Kacey Musgraves on Self-Criticism, Acid Trips and Touring With Harry Styles

"I just don't have a lot of time for bullshit or fluff," says the singer-songwriter, who released the eclectic, pop-leaning 'Golden Hour' in March

"I feel like I can be really cold, but also really touchy-feely," says Kacey Musgraves. Credit: Drew Gurian/Invision/AP/REX/Shutterstock

Kacey Musgraves creates lovely little self-contained universes in her songs, as anyone who's heard her superb pop-leaning, mildly psychedelic third album, Golden Hour, can confirm. Musgraves can pull off the same trick in conversation, too, as when she describes the concept behind the LP's opening track, "Slow Burn."

"It's an idea I can apply to a lot of different areas of my life," she says, taking a break from editing a new video. "I want to be here for a long time doing what I love, and I don't feel I need to try to be the biggest I can be, the quickest. And I even thought of a good drink that you sip on for a long time. Or a slow burn of a relationship that starts with a little bit of a spark and doesn't burn out too quick."

When you sing "Texas is hot/I can be cold," is that a self-criticism?
Yeah, it's a bit of a self-criticism. I feel like I can be really cold, but also really touchy-feely. It's a weird juxtaposition. I've been told I have resting bitch face [laughs]. I just don't have a lot of time for bullshit or fluff, and I never really have. I kind of say immediately what I feel and sometimes that comes off as being cold to the people around me, but I don't mean to come off that way.

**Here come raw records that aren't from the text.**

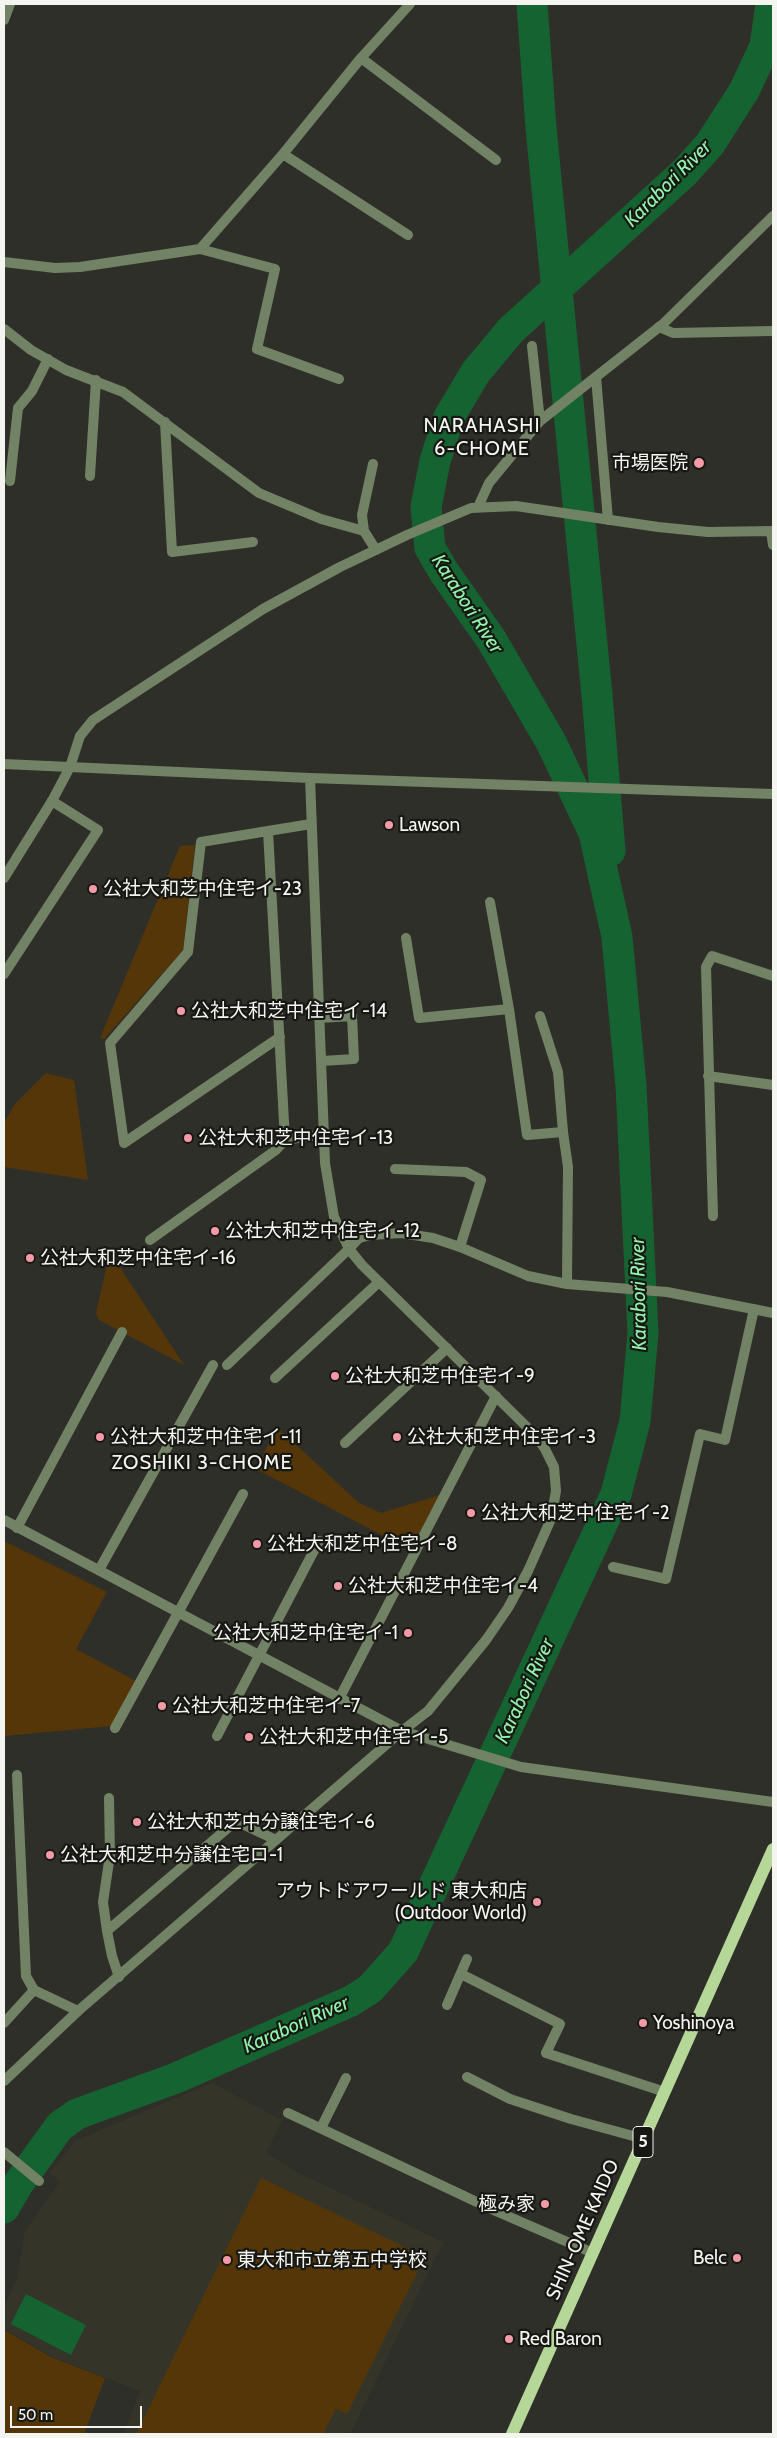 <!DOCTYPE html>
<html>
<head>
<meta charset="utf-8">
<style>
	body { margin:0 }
	#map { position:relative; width:777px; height:2438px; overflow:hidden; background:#2f2f29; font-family:Cabin,sans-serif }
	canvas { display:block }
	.frame { position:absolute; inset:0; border:5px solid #f4f5f1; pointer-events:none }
	.scale { position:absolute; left:10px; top:2406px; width:132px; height:22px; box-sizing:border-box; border:2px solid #f4f5f1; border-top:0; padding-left:6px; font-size:15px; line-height:18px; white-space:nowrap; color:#f4f5f1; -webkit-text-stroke:4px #171714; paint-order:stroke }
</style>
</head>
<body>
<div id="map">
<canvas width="777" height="2438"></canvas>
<div class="frame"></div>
<div class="scale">50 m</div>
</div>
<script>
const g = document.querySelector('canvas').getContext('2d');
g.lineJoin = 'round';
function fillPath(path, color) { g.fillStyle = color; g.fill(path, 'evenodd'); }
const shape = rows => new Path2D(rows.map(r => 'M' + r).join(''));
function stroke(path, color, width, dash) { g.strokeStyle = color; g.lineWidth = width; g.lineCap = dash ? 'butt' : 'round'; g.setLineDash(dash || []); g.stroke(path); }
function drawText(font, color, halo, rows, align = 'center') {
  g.font = font + ' Cabin,"Noto Sans JP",sans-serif'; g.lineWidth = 4.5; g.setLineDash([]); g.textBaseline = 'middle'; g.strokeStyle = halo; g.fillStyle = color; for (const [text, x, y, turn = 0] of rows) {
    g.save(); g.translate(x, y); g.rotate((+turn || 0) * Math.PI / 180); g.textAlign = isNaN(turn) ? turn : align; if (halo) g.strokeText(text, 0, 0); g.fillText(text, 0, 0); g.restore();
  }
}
fillPath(shape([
	[212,2083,282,2120,266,2153,297,2172,443,2242,350,2434,124,2434,140,2391,51,2356,4,2329,4,2307,17,2279,25,2231,60,2182,50,2173,75,2141]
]), '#343528');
fillPath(shape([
	[195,845,183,950,104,1039,100,1038,180,846],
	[46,1073,74,1080,88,1180,4,1167,4,1123,14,1105],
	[110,1252,184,1365,99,1320,96,1313],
	[277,1427,359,1503,381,1513,440,1495,410,1550,256,1469],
	[4,1541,107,1592,76,1649,136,1681,112,1726,4,1736],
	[261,2178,411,2250,418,2271,347,2414,336,2409,323,2434,136,2434],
	[4,2330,51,2357,105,2378,84,2434,4,2434]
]), '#543609');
fillPath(shape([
	[26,2294,86,2325,71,2355,11,2324]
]), '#166332');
stroke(shape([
	[532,4,541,128,597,695,610,851],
	[4,2208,18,2184,60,2126,77,2114,176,2078,351,2001,370,1989,403,1952,616,1494,635,1421,643,1333,631,1086,617,937,594,833,551,742,491,639,444,572,430,548,426,507,435,461,449,417,476,372,511,330,685,172,710,144,744,91,765,46,771,4]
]), '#166332', 31);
stroke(shape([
	[200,249,275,269,257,349,339,379],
	[659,327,673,333,773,331],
	[90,476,96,380],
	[311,824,268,831,285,1140,325,1134],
	[268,831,201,842,188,952,110,1043,124,1143,280,1037],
	[4,974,98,830,52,801],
	[540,1016,558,1072,563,1132],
	[320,1018,352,1016,354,1059,322,1061],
	[395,1169,466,1172,481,1180,460,1247],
	[150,1240,276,1150,285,1140],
	[227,1365,349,1249],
	[275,1378,379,1282],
	[345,1443,447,1348],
	[17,1528,122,1332],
	[99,1570,213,1365],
	[339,1699,496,1396],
	[115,1728,243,1494],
	[217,1736,319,1541],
	[17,1775,26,1976,34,1990],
	[107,1931,103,1902,110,1855,109,1798],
	[119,1977,112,1956,107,1931,236,1821,276,1840],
	[447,2005,467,1959],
	[4,2023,34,1990,78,2011],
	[467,2077,510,2099,571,2119,644,2139]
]), '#728264', 10);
stroke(shape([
	[361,58,496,160],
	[283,154,408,235],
	[4,262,55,268,80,267,200,249,283,154,361,58,410,4],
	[4,329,31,350,66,370,123,392,259,493,321,519,364,531,376,550],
	[532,346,540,421],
	[596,377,608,520],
	[165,422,172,552,253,542],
	[10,481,18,408,32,391,48,359],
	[478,507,489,483,540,421,663,324,773,216],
	[364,531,362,515,373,464],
	[771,531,773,545],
	[4,878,52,801,70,767,80,736,93,720,263,609,340,567,407,535,471,508,516,506,658,527,708,532,773,531],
	[490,902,509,1009,527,1135,563,1132,568,1167,567,1284],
	[406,938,419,1018,509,1009],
	[708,1076,773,1085],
	[713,1216,706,967,712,956,773,976],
	[349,1249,359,1238,371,1235,401,1233,433,1238,460,1247,528,1276,567,1284,667,1292,773,1313],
	[613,1567,666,1579,700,1434,725,1440,754,1309],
	[461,1974,560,2024,546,2053,665,2092],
	[288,2113,498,2212,593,2253],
	[321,2128,346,2078],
	[4,2152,39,2181]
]), '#728264', 10);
stroke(shape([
	[4,20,10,4],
	[4,764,310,778,773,794],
	[4,1520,402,1731,521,1767,773,1802],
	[4,2081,78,2011,402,1731,428,1711,486,1640,508,1608,528,1571,551,1519,556,1491,554,1467,544,1447,531,1431,362,1265,349,1249,334,1217,325,1163,310,778]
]), '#728264', 10);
stroke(shape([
	[512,2434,773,1849]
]), '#b5d798', 12);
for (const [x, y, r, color] of [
	[699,463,6,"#f49aa6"],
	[389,825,5,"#f49aa6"],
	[93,889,5,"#f49aa6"],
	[181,1011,5,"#f49aa6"],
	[188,1138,5,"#f49aa6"],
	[215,1231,5,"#f49aa6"],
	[30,1258,5,"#f49aa6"],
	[335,1376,5,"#f49aa6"],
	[100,1437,5,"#f49aa6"],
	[397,1437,5,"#f49aa6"],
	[471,1513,5,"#f49aa6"],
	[257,1544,5,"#f49aa6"],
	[338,1586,5,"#f49aa6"],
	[408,1633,5,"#f49aa6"],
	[162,1706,5,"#f49aa6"],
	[249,1737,5,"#f49aa6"],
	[137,1822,5,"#f49aa6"],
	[50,1855,5,"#f49aa6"],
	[537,1902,5,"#f49aa6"],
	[643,2023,5,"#f49aa6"],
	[545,2204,5,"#f49aa6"],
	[737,2258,5,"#f49aa6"],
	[227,2260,5,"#f49aa6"],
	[509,2339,5,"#f49aa6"]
]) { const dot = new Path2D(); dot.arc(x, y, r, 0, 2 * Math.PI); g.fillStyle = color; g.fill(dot); stroke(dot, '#171714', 2); }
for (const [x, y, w] of [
	[643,2142,20]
]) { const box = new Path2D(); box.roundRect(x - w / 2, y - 15.5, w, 31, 4); g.fillStyle = '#171714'; g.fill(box); stroke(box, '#f4f5f1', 1); }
drawText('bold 18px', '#f4f5f1', null, [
	["5",643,2142]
]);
drawText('19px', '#f4f5f1', '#171714', [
	["市場医院",688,463,"right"],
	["Lawson",399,825],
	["公社大和芝中住宅イ-23",103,889],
	["公社大和芝中住宅イ-14",191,1011],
	["公社大和芝中住宅イ-13",198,1138],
	["公社大和芝中住宅イ-12",225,1231],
	["公社大和芝中住宅イ-16",40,1258],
	["公社大和芝中住宅イ-9",345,1376],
	["公社大和芝中住宅イ-11",110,1437],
	["公社大和芝中住宅イ-3",407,1437],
	["公社大和芝中住宅イ-2",481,1513],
	["公社大和芝中住宅イ-8",267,1544],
	["公社大和芝中住宅イ-4",348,1586],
	["公社大和芝中住宅イ-1",398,1633,"right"],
	["公社大和芝中住宅イ-7",172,1706],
	["公社大和芝中住宅イ-5",259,1737],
	["公社大和芝中分譲住宅イ-6",147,1822],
	["公社大和芝中分譲住宅ロ-1",60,1855],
	["アウトドアワールド 東大和店",527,1891,"right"],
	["(Outdoor World)",527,1913,"right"],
	["Yoshinoya",653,2023],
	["極み家",535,2204,"right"],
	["Belc",727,2258,"right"],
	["東大和市立第五中学校",237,2260],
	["Red Baron",519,2339]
], 'left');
drawText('19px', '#f4f5f1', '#171714', [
	["SHIN-OME KAIDO",583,2230,-66]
]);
drawText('italic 20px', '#91f3aa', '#171714', [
	["Karabori River",668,184,-45],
	["Karabori River",467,604,57],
	["Karabori River",639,1294,-91],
	["Karabori River",525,1691,-65],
	["Karabori River",296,2025,-24]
]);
g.letterSpacing = '1px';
drawText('20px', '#f4f5f1', '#171714', [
	["NARAHASHI",482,426],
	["6-CHOME",482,449],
	["ZOSHIKI 3-CHOME",202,1463]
]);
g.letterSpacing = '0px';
</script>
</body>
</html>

You wrote "Mother" on acid. Ever have a bad trip?
I have had kind of a weird trip before, and it was super Halloween-y and just weird vibes, but that's rare. I feel like the key is, just don't do too much. You can always do more. You can't do less. And just make sure you're around people with good vibes, and if you don't have any demons coming at you in your psyche, then it's fine. They're positive things if used responsibly. I'm not going to tell anybody to run out and do anything that wouldn't be suitable for their mind or their lifestyle, but it did have positive effects for me.

How so?
It made me more compassionate as a daughter, as a granddaughter, as a partner. It put me in my place in the universe, gave me perspective that I think everyone should have. Yes, we're all special, but we're also nothing, just a fraction of a grain of sand in the book of time, and make what you have count and make the relationships around you mean something. And care for the Earth because we only have one. Whenever you are affected by hallucinogenics, especially mushrooms, you care for the Earth. When you're, like, tripping, it just floods out.

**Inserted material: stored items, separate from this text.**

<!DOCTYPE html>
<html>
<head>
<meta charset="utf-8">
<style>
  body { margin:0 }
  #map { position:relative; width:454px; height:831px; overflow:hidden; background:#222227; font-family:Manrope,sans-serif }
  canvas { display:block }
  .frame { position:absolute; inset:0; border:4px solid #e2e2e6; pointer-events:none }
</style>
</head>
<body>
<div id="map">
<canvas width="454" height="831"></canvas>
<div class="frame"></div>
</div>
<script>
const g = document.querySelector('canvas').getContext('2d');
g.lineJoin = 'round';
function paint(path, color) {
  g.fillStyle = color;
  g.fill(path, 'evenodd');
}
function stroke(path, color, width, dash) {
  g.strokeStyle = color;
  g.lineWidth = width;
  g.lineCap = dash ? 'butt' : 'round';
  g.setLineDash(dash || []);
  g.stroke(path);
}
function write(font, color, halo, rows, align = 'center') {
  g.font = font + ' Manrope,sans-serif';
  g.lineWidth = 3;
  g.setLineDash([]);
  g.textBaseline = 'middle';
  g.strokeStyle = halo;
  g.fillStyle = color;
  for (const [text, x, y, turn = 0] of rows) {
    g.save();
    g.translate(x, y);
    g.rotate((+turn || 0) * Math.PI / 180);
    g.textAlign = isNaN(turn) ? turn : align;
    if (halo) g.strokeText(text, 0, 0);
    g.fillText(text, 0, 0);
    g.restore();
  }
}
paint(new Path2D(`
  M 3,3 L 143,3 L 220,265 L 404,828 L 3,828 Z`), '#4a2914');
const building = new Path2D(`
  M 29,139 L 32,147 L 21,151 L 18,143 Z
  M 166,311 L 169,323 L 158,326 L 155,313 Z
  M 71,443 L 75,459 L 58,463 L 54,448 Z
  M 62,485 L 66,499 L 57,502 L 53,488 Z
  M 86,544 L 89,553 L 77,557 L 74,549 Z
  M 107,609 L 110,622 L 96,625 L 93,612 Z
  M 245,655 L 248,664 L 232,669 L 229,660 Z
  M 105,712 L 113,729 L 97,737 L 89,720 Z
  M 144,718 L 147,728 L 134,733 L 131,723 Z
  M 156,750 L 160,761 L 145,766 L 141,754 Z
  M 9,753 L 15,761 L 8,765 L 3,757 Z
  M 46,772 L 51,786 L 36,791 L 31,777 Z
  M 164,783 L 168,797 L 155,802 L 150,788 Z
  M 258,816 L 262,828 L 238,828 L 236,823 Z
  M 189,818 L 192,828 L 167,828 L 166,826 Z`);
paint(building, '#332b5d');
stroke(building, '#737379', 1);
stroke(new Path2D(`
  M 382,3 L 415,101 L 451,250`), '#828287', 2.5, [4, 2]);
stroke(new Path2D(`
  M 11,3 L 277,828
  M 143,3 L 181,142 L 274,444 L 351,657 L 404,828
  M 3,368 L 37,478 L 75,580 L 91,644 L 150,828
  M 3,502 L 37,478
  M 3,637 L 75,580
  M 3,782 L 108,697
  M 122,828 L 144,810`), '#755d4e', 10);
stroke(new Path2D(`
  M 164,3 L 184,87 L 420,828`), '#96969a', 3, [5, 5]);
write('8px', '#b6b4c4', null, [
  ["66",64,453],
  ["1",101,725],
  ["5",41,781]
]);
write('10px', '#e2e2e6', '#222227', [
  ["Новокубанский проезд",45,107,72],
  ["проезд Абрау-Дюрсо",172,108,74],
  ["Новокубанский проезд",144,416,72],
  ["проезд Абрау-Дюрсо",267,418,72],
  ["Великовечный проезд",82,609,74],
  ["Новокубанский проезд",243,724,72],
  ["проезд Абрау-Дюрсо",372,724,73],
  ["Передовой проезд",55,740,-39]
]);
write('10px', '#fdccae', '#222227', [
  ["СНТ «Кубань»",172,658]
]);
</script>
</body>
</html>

The arrangements on this album feel so carefully crafted. You move away from straight country, but not that far. How did you strike that balance?
It was a bit of a riddle to figure out in making sure that my spirit isn't lost and also trying to find a new sound for me, because I am still so attached to the parts of country music that I love and that have gotten people familiar with me. I don't need to pander around and try to make some random pop album just for the shit of it.

Did you find yourself pulling back on some things?
In some instances, I had to be like, "Let's reel it in." I learn a lot by deletion. That's my biggest tool in the studio: I love to load tracks up, and then start erasing until you find the perfect amount of space. They started calling me the "Ax Man" in the studio. They would lay down a part and be like, "It doesn't matter anyway. Kacey's just going to come in and delete it."

You recorded at Sheryl Crow's ranch and hung out with her. What have you learned from her?
She's the epitome of a woman who has made a name for herself by just being herself. Because of that, her rec-ords don't sound dated at all. They just sound good. And she's not an egomaniac. She's very down-to-earth. She's really easy to talk to and supportive of newer artists, and she just doesn't care. When someone doesn't care about being famous, I feel like those are the people that become the most famous.

You're opening up for Harry Styles soon, which makes way more sense now than it would have a couple of years back.
With the new path that I'm forging musically, I think it really makes sense for us to be on tour together. He's leaned a little bit toward my side of the street, and I've leaned a little bit more toward his side of the street.

People will go nuts if you guys perform something together.
I know. We're trying to work something up, actually! We're trying to think of some ideas.

You wrote a lot about your feelings as a happy newlywed [Musgraves married singer-songwriter Ruston Kelly in 2017]. How do you feel about going through such a blissful period while the outside world is falling apart?
It's an interesting conundrum, but as much as I've been a social commentator before, I wanted to go completely the opposite way this time, because I feel like everyone is kind of craving a little bit of beauty and truth right now. We're starved for it.